Task objective: State the count of lines in this material that hold the string "auto" and add nothing.

Data for analysis:
--- --- ---

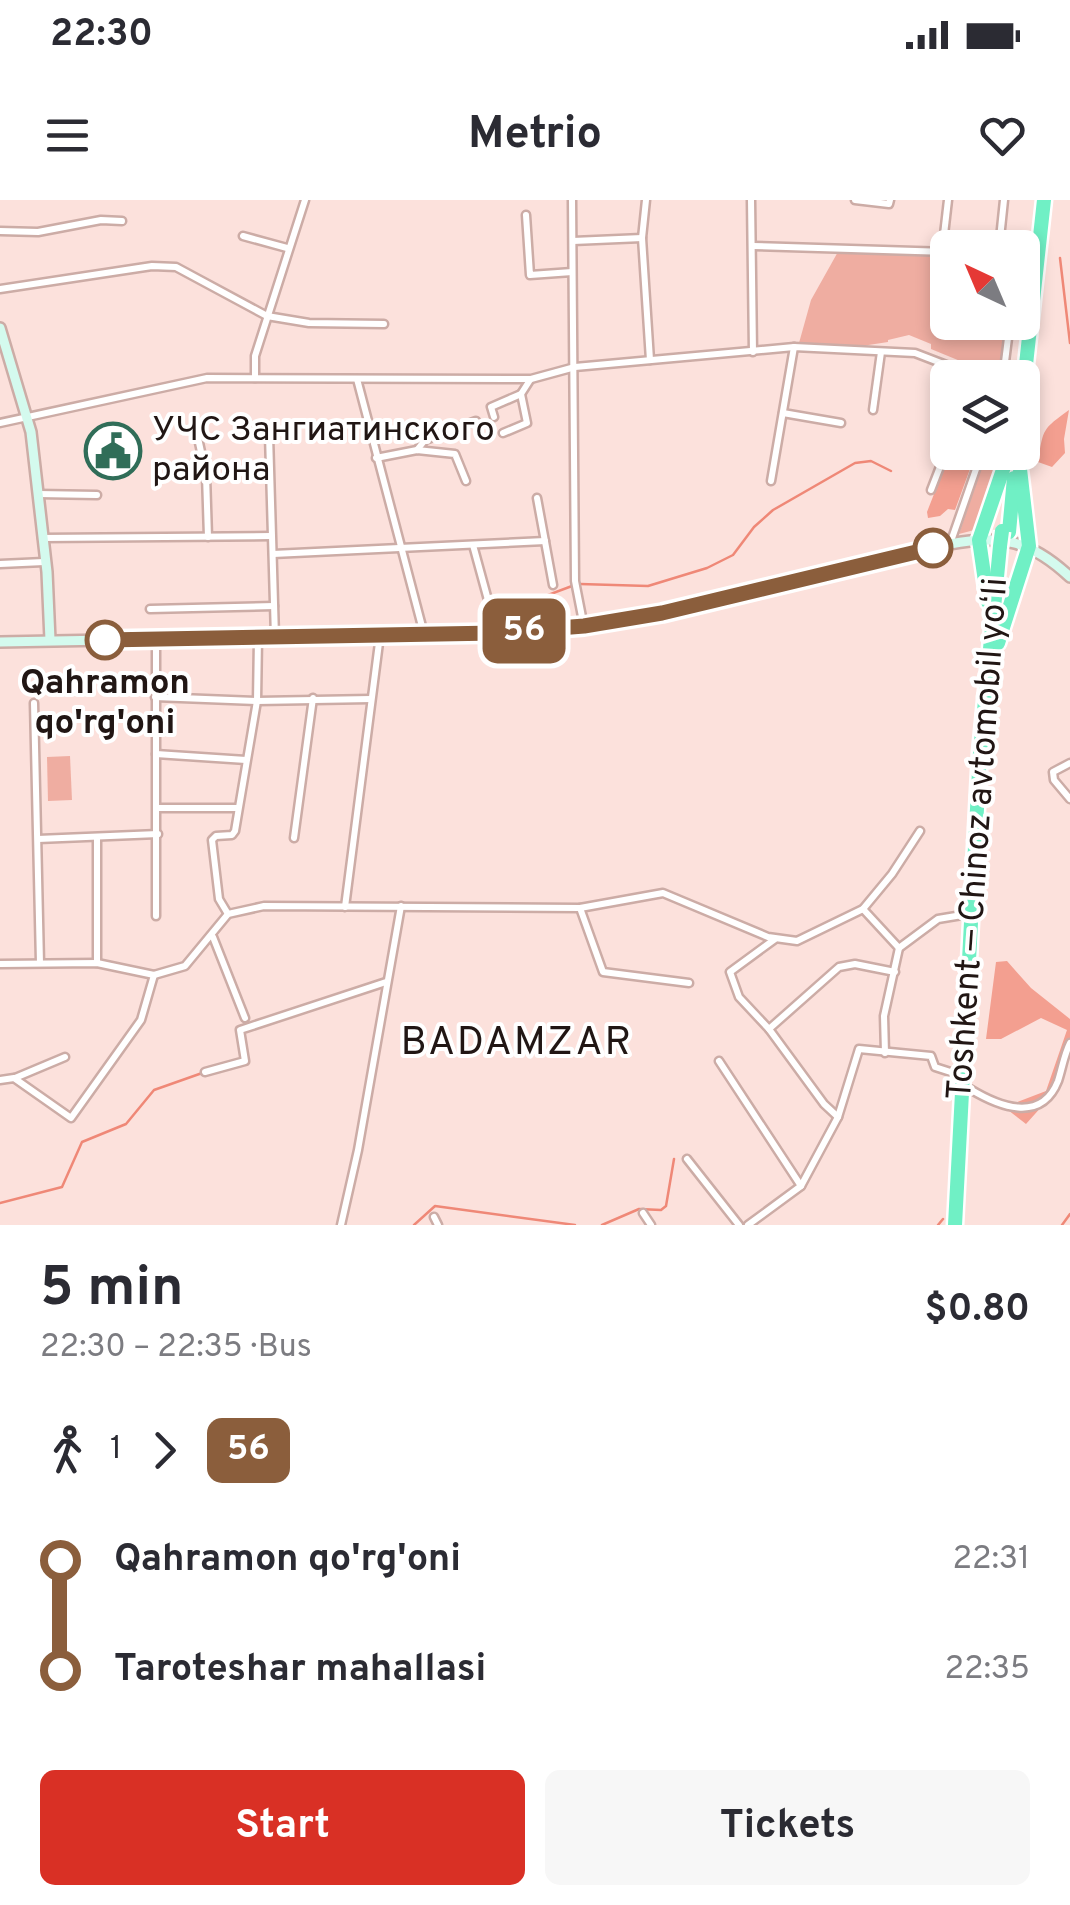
<!DOCTYPE html>
<meta charset="utf-8">
<style>
body{margin:0;font-family:Overpass,sans-serif;background:#f7f7f7;color:#2b2b33;height:100vh;display:flex;flex-direction:column;font-size:38px;white-space:nowrap}
*{box-sizing:border-box;margin:0}
p{font-size:32px;color:#7c7c81}
.icon{flex:none;width:55px;height:55px;fill:none;stroke:currentColor;stroke-width:2;stroke-linecap:round;stroke-linejoin:round}
.map{position:relative;height:1025px;overflow:hidden}
.sheet{display:flex;flex-direction:column;background:#fff;flex:1}
.sheet>*{flex:none}
.badge{padding:0 20px;border-radius:15px;font-size:35px;line-height:65px}
.needle{width:65px;rotate:316deg}
.tools{position:absolute;left:930px;top:30px;display:grid;gap:20px}
.tools a{display:grid;place-items:center;width:110px;height:110px;border-radius:15px;background:#fff;box-shadow:0 5px 15px #0003;font-size:50px}
.map>.badge{position:absolute;translate:-50% -50%;box-shadow:0 0 0 5px #fff}
.legs{display:flex;align-items:center;gap:15px;height:110px;padding:0 40px;font-size:32px}
.legs p{margin-inline-start:auto}
.head{display:flex;align-items:center;justify-content:space-between;height:170px;padding:0 40px}
h1{font-size:55px;font-weight:700;line-height:75px}
.action{display:flex;gap:20px;margin-top:auto;padding:20px 40px}
.action a{flex:1;height:115px;border-radius:15px;background:#d93025;color:#fff;font-size:40px;font-weight:700;line-height:115px;text-align:center}
.action a+a{background:#f7f7f7;color:#2b2b33}
ul{padding:0 40px;list-style:none}
li{display:flex;align-items:center;gap:35px;height:110px;font-size:38px}
li i{display:grid;place-items:center;width:15px;height:100%;margin:0 12px;background:currentColor}
li i::after{content:'';width:25px;height:25px;margin:-12px;border:8px solid;border-radius:50%;background:#fff}
li p{margin-inline-start:auto}
li:first-child i{background:linear-gradient(#0000 50%,currentColor 0)}
li:last-child i{background:linear-gradient(currentColor 50%,#0000 0)}
.status{display:flex;justify-content:space-between;align-items:center;height:70px;padding:0 50px;background:#fff;direction:ltr}
.status svg{height:28px;fill:currentColor}
header{display:flex;justify-content:space-between;align-items:center;height:130px;padding:0 40px;background:#fff;font-size:45px;font-weight:700}
.map>svg:first-child{display:block}
</style>
<div class="status"><b>22:30</b><svg viewBox="0 0 49 12"><path d="M0 12V9h3v3zM5 12V6h3v6zM10 12V3h3v9zM15 12V0h3v12zM26 1h20v11H26zM47 4h2v5h-2z"/></svg></div>
<header><svg class="icon" aria-label="menu" viewBox="0 0 24 24"><path d="M4 6h16M4 12h16M4 18h16"/></svg>Metrio<svg class="icon" aria-label="heart" viewBox="0 0 24 24"><path d="M12 20l-8-8c-3-5 5-10 8-4 3-6 11-1 8 4z"/></svg></header>
<div class="map">
<svg width="1070" height="1025" viewBox="0 0 1070 1025">
<rect width="100%" height="100%" fill="#fce1dc"/>
<g fill="#efada1">
<path d="M839 50 947 56 948 122 1006 123 999 177 931 149V144L909 135 888 140V142L849 148 799 143 811 100Z"/>
<path d="M986 253H1005L978 329 959 334Z"/>
<path d="M70 556 72 600 48 601 47 557Z"/>
</g>
<g fill="#f39f90">
<path d="M1069 210 1064 239 1065 253 1052 267 1038 262C1043 228 1043 229 1069 210Z"/>
<path d="M950 253H958L955 265 970 269 955 310 948 309 940 316 928 318 927 312Z"/>
<path d="M1007 761 1031 788 1070 819V840L1052 895 1026 924 1004 907 1046 891 1067 830 1041 818 1001 839H986L996 762Z"/>
</g>
<g fill="none" stroke-linecap="round" stroke-linejoin="round">
<g stroke="#ef8877" stroke-width="2.5">
<path d="M1060 58 1070 143"/>
<path d="M580 384 648 386 707 368 733 355 754 327 773 310 855 263 871 261 891 271"/>
<path d="M500 413 572 386"/>
<path d="M0 1003 62 987 82 942 126 924 154 890 205 872"/>
<path d="M414 1025 435 1006 575 1025"/>
<path d="M602 1025 639 1009 661 1010 666 1006 674 959"/>
<path d="M938 1025 943 1019"/>
<path d="M1062 1025 1070 1014"/>
</g>
<g stroke="#ccaca6" stroke-width="11">
<g id="street">
<path d="M572 0 575 381 584 427"/>
<path d="M646 0 642 38 650 160"/>
<path d="M751 0 753 152"/>
<path d="M855 0 889 4 890 0"/>
<path d="M526 15 530 75 572 72"/>
<path d="M0 31 38 32 101 20 122 21"/>
<path d="M243 36 287 48"/>
<path d="M573 41 642 38"/>
<path d="M753 46 948 52"/>
<path d="M999 48 1004 0"/>
<path d="M942 52 948 0"/>
<path d="M1022 77 1027 78"/>
<path d="M0 89 152 66 176 67 267 116 309 123 384 124"/>
<path d="M255 178V156L305 0"/>
<path d="M1003 178 1010 122"/>
<path d="M357 179 424 434"/>
<path d="M873 210 881 152"/>
<path d="M783 213 841 223"/>
<path d="M494 217 491 207 521 194 530 180"/>
<path d="M0 223 207 178 531 179 575 167 794 147 915 153 980 178"/>
<path d="M503 233 527 223 521 194"/>
<path d="M269 235 275 437"/>
<path d="M198 238 206 275 208 337"/>
<path d="M417 250 425 240 476 221"/>
<path d="M376 258 417 250 455 254 466 281"/>
<path d="M771 281 794 147"/>
<path d="M931 290 948 246"/>
<path d="M38 294 97 295"/>
<path d="M537 298 553 385"/>
<path d="M42 338 271 336"/>
<path d="M950 344 982 252"/>
<path d="M473 345 497 433"/>
<path d="M273 354 545 341"/>
<path d="M0 364 44 362"/>
<path d="M150 409 274 406"/>
<path d="M155 497 257 501 371 499"/>
<path d="M34 503 40 763"/>
<path d="M156 554 246 560"/>
<path d="M1070 563 1053 572 1054 580 1070 599"/>
<path d="M157 608H238"/>
<path d="M97 638V763"/>
<path d="M294 638 313 498"/>
<path d="M38 639 158 634"/>
<path d="M345 707 380 435"/>
<path d="M580 708 603 772 689 783"/>
<path d="M863 709 899 748 938 719 968 714"/>
<path d="M228 714 219 699 212 640 216 636 232 635 235 631 257 501 258 438"/>
<path d="M156 716V440"/>
<path d="M213 737 245 818"/>
<path d="M775 739 730 772 739 797 769 829 824 904 838 917"/>
<path d="M0 764 97 763 154 775 185 766 228 714 264 706 580 708 663 693 768 737 797 741 863 709 892 674 920 631"/>
<path d="M769 829 839 767 855 764 895 772"/>
<path d="M885 853 884 816 899 748"/>
<path d="M719 861 801 986"/>
<path d="M205 872 245 861 240 830 386 782"/>
<path d="M15 878 65 857"/>
<path d="M0 880 14 878 71 918 141 820 154 775"/>
<path d="M970 889C998 906 1041 924 1058 881 1062 869 1064 855 1070 843"/>
<path d="M687 959 739 1025"/>
<path d="M643 1013 651 1025"/>
<path d="M434 1017 438 1025"/>
<path d="M341 1025 358 950 401 706"/>
<path d="M748 1025 801 986 838 917 859 849 931 856 935 867 963 876"/>
</g>
</g>
<g stroke="#ccaca6" stroke-width="14">
<g id="secondary">
<path d="M0 128 31 232 47 372 50 440"/>
<path d="M0 442 497 433 584 427 662 413 950 344C1002 334 1032 341 1070 377"/>
</g>
</g>
<g stroke="#fff" stroke-width="19">
<g id="highway">
<path d="M1022 201 1044 0"/>
<path d="M1009 332 1014 278"/>
<path d="M988 402 979 340 1009 252"/>
<path d="M998 443 1029 346 1018 252"/>
<path d="M955 1025 980 552 1000 346"/>
</g>
</g>
<use href="#street" stroke="#fff" stroke-width="6"/>
<use href="#secondary" stroke="#d4faee" stroke-width="9"/>
<use href="#highway" stroke="#70f0c5" stroke-width="14"/>
<g stroke="#fff" stroke-width="19" stroke-linecap="butt">
<path id="highway-bridge" d="M1000 346 1002 331"/>
</g>
<use href="#highway-bridge" stroke="#70f0c5" stroke-width="14"/>
</g>
<g fill="none" stroke-linecap="round" stroke-linejoin="round">
<g stroke="#fff" stroke-width="22">
<path id="line-1" d="M105 440 496 433 584 426 662 413 933 348"/>
</g>
<use href="#line-1" stroke="#8b5e3c" stroke-width="15"/>
</g>
<defs>
<g id="civic-ring" transform="scale(2.875)"><circle r="9.5" fill="#fff" stroke="#306d58" stroke-width="1.5"/><path d="M-.6-6.5H3V-4.5H.6V-3L4-1V1h2V6H-6V1h2V-1L-.6-3ZM-1.2 2.5V6h2.4V2.5Z" fill="#306d58"/></g>
</defs>
<g fill-rule="evenodd">
<use href="#civic-ring" x="113" y="251"/>
</g>
<g fill="#fff" stroke="#8b5e3c" stroke-width="5">
<circle cx="933" cy="348" r="18"/>
<circle cx="105" cy="440" r="18"/>
</g>
<g text-anchor="middle" dominant-baseline="central" stroke-width="8" stroke-linejoin="round" paint-order="stroke">
<g font-size="35" fill="#211614" stroke="#fff" text-anchor="start">
<text x="152" y="231">УЧС Зангиатинского<tspan x="152" dy="40">района</tspan></text>
</g>
<g font-size="35" font-weight="bold" fill="#211614" stroke="#fff">
<text x="105" y="484">Qahramon<tspan x="105" dy="40">qo'rg'oni</tspan></text>
</g>
<g font-size="35" fill="#211614" stroke="#fff">
<text transform="translate(979 639) rotate(-86)">Toshkent — Chinoz avtomobil yoʻli</text>
</g>
<g font-size="40" letter-spacing="2.5" fill="#211614" stroke="#fff">
<text x="517" y="844">BADAMZAR</text>
</g>
</g>
</svg>
<div class="tools">
<a><svg class="needle" viewBox="-14 -14 28 28"><path d="M0-13l5 13h-10z" fill="#e53935"/><path d="M0 13l5-13h-10z" fill="#7c7c81"/></svg></a>
<a><svg class="icon" aria-label="layers" viewBox="0 0 24 24"><path d="M12 4l9 5-9 5-9-5zM3 14l9 5 9-5"/></svg></a>
</div>
<b class="badge" style="left:524px;top:431px;background:#8b5e3c;color:#fff">56</b>
</div>
<section class="sheet">
<div class="head"><div><h1>5 min</h1><p>22:30 – 22:35 · Bus</p></div><b>$0.80</b></div>
<div class="legs"><svg class="icon" aria-label="walk" viewBox="0 0 24 24"><circle cx="13" cy="4" r="2"/><path d="M13 8l-2 6 4 7M11 14l-3 7M7 12l3-4h3l4 4"/></svg>1<svg class="icon" aria-label="forward" viewBox="0 0 24 24"><path d="M9 5l7 7-7 7"/></svg><b class="badge" style="background:#8b5e3c;color:#fff">56</b></div>
<ul>
<li><i style="color:#8b5e3c"></i><b>Qahramon qo'rg'oni</b><p>22:31</p></li>
<li><i style="color:#8b5e3c"></i><b>Taroteshar mahallasi</b><p>22:35</p></li>
</ul>
<div class="action"><a>Start</a><a>Tickets</a></div>
</section>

--- --- ---

Expected output: 3